Where the fake meets the real, then at least we can say it gets interesting. If the "real" economy is, although maybe fuzzily defined at the edges, the redistribution of all the stuff we produce, then it's worth noting where the idea of that distribution gets most deeply obfuscated. Dr. Leo Strauss (obvioulsy not the actual one) recently summed it up as well as anyone: we don't "make" nuthin but finance these days, a service that has managed to massively overvalue itself at the expense of every other service or product. (Doc Strauss also provided some awesome interviews with David Simon about The Wire, the guiding ethos of which, he says, is that human life is declining in value in the post-industrial age.) A bubble economy is a matter of pretending that we make more than we do, and that we can distribute more than we actually have. It works because the black box of American economy has some inputs and outputs into it. In comes goods and energy, and out goes what little extra we still produce. In and out also go complex systems of agreements and arguments on how we value it in paper, full of double negatives and hot air and backed by force. The world economy doesn't have inputs and outputs other than the heat balance, however, and if we consider stored resources, then it is in fact zero sum, according to the goddamn first law of thermodynamics.

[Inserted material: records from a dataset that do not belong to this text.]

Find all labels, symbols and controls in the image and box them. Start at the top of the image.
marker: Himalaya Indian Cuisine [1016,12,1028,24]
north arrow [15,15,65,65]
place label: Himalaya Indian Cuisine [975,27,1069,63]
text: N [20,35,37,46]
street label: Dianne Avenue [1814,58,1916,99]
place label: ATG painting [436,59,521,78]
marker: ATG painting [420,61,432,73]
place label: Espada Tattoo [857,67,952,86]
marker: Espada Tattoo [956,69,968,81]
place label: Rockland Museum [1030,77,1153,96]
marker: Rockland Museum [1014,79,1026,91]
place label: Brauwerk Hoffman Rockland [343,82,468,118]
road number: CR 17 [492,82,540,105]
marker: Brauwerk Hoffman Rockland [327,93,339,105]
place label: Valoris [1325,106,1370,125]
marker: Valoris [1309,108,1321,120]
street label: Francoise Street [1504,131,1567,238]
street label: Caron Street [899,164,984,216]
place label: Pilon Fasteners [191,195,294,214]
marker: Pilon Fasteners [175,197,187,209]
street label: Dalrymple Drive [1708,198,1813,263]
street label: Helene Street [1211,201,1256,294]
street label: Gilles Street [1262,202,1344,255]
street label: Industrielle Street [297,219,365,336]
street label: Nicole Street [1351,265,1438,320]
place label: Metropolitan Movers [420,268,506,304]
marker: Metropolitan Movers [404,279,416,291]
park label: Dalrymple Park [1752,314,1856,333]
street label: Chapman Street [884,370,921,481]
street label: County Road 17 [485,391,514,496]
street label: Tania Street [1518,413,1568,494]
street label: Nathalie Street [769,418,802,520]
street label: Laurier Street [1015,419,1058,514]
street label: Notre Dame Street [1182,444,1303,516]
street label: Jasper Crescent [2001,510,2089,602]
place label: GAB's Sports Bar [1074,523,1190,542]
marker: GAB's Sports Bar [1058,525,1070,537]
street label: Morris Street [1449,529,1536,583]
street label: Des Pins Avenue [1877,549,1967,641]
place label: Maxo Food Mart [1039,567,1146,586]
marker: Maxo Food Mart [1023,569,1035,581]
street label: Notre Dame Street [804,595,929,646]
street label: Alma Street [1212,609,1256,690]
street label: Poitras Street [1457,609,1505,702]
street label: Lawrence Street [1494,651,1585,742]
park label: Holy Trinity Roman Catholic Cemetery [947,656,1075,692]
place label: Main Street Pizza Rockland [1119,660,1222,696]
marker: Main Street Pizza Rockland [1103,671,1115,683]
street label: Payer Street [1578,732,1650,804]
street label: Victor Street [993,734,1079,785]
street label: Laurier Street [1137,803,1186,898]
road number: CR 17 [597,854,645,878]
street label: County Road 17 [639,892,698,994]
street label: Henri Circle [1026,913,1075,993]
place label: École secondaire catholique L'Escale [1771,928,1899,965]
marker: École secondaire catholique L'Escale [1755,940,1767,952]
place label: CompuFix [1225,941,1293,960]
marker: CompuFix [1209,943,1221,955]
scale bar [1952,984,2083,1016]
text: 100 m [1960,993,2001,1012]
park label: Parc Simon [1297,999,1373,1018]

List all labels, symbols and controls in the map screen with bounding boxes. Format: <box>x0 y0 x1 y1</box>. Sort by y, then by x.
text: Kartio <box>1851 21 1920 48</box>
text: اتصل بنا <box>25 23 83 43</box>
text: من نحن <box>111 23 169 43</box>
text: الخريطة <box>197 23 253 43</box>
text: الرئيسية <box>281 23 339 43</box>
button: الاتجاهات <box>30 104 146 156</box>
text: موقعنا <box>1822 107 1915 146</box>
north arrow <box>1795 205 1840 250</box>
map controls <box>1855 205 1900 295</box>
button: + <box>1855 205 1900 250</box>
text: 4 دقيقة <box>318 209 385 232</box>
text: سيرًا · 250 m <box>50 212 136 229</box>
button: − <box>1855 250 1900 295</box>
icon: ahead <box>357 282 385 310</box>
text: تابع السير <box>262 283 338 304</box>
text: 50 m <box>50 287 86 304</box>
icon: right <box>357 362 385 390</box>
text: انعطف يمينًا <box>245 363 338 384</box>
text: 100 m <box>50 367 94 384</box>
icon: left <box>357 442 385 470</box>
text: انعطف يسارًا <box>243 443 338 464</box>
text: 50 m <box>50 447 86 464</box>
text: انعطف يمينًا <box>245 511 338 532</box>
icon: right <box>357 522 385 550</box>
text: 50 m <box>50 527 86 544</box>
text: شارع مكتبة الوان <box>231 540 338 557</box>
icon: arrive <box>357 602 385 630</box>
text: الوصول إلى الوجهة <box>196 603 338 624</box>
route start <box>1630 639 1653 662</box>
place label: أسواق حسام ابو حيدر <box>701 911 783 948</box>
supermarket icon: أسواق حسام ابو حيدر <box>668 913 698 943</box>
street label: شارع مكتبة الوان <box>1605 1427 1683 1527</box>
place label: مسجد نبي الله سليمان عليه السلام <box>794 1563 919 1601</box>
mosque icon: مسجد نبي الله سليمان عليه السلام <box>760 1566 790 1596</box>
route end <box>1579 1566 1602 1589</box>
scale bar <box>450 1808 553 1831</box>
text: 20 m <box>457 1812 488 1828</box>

We are propping up the value of the dollar (which contracts and verbage direct oil into this country more easily and help to let other people actually do the producing of things so long as we get to keep gambling), keeping up the value of real estate (which contracts keep people with more license to make that gamble), keeping our armies massive (enforcing all the wheeling and dealing), and keeps the level of inequality high as hell. I don't know, letting oil prices rise, un-developing arable land, bringing industry back to these shores, and letting the super-rich finally absorb a kick in the neck seems to be exactly what is necessary to bring the whole system into something resembling local reality, although it's likely to be painful for all of us, and I don't want that either. We can only impoverish everyone else for so long before we start going down with them (or until maybe we get weak enough and they get pissed enough).
If the current trend we are seeing in the world today is actual GDP shrinkage driven by first-law sorts of pressures, such as limits to oil and water, or even just bad bets on expansion, then expect that huge network of agreements to stretch and become rigid (that seems consistent with a serial bubble economy, increased indenture, and IMF-style forced austerity everywhere you look) in an effort to keep the head on top, and then falter in glorious financial collapse. It's a global behavior consistent with what you'd expect from shrinking fundamental resources, and that's worth pointing out (and it's also my suspicion), but it's inconclusive on its own. It also has happened sometimes in history when power concentrates too much in social and financial spheres and the loss is painful in the living memory of everyone else. Some collapses can be tied to extension beyond resource sustainability (Rome's slow decline probably fits this model), but others are just human behavior taken too far (more like the Great Depression maybe).
I don't really know where we are at now, but I'm not super optimistic about the future.